_WHAT YOU ARE ASKED TO DO_. Write out every entry precisely as given, leaving the pictures out.

_SUPPLIED INFORMATION_.

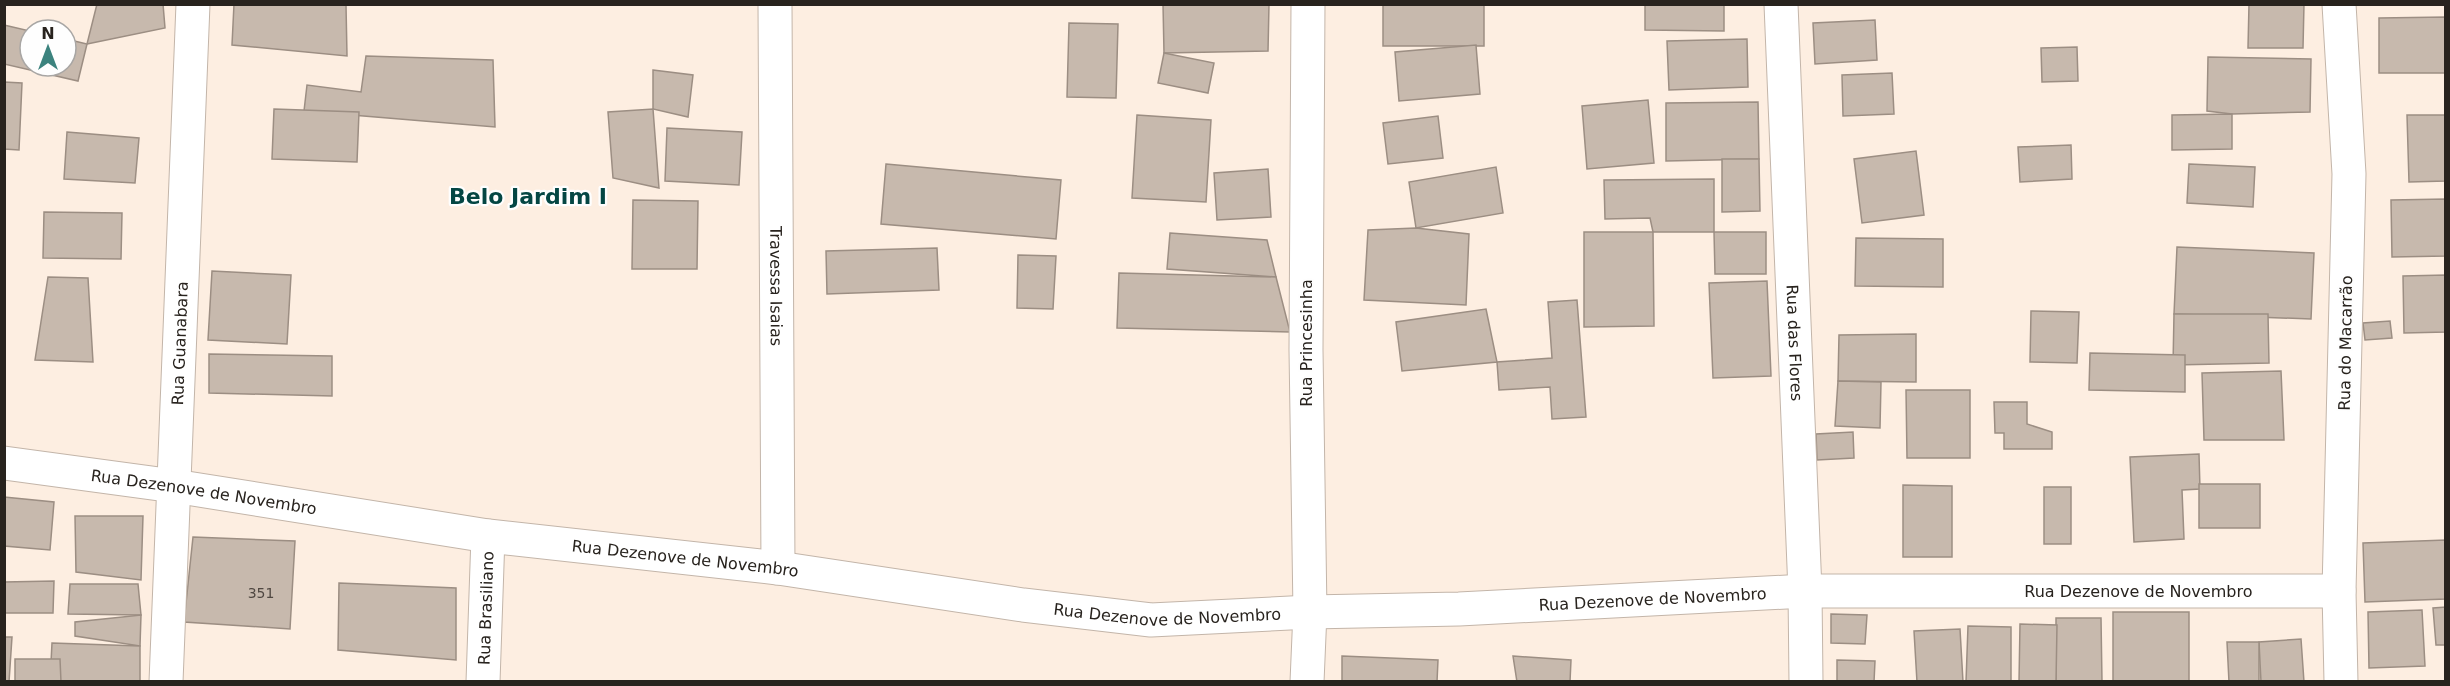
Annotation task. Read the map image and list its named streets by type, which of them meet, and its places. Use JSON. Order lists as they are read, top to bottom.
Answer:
{
  "streets": {
    "street": [
      "Travessa Isaias",
      "Rua Guanabara",
      "Rua Princesinha",
      "Rua das Flores",
      "Rua do Macarrão",
      "Rua Dezenove de Novembro",
      "Rua Brasiliano"
    ]
  },
  "crossings": [
    ["Travessa Isaias", "Rua Dezenove de Novembro"],
    ["Rua Guanabara", "Rua Dezenove de Novembro"],
    ["Rua Princesinha", "Rua Dezenove de Novembro"],
    ["Rua das Flores", "Rua Dezenove de Novembro"],
    ["Rua do Macarrão", "Rua Dezenove de Novembro"],
    ["Rua Dezenove de Novembro", "Rua Brasiliano"]
  ],
  "districts": ["Belo Jardim I"],
  "house_numbers": ["351"],
  "north": "top"
}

_RESULT_.
Annotation task. Read the map image and list its named streets by type, which of them meet, and its places. Use JSON. Order lists as they are read, top to bottom.
Answer:
{
  "streets": {
    "street": [
      "Travessa Isaias",
      "Rua Guanabara",
      "Rua Princesinha",
      "Rua das Flores",
      "Rua do Macarrão",
      "Rua Dezenove de Novembro",
      "Rua Brasiliano"
    ]
  },
  "crossings": [
    ["Travessa Isaias", "Rua Dezenove de Novembro"],
    ["Rua Guanabara", "Rua Dezenove de Novembro"],
    ["Rua Princesinha", "Rua Dezenove de Novembro"],
    ["Rua das Flores", "Rua Dezenove de Novembro"],
    ["Rua do Macarrão", "Rua Dezenove de Novembro"],
    ["Rua Dezenove de Novembro", "Rua Brasiliano"]
  ],
  "districts": ["Belo Jardim I"],
  "house_numbers": ["351"],
  "north": "top"
}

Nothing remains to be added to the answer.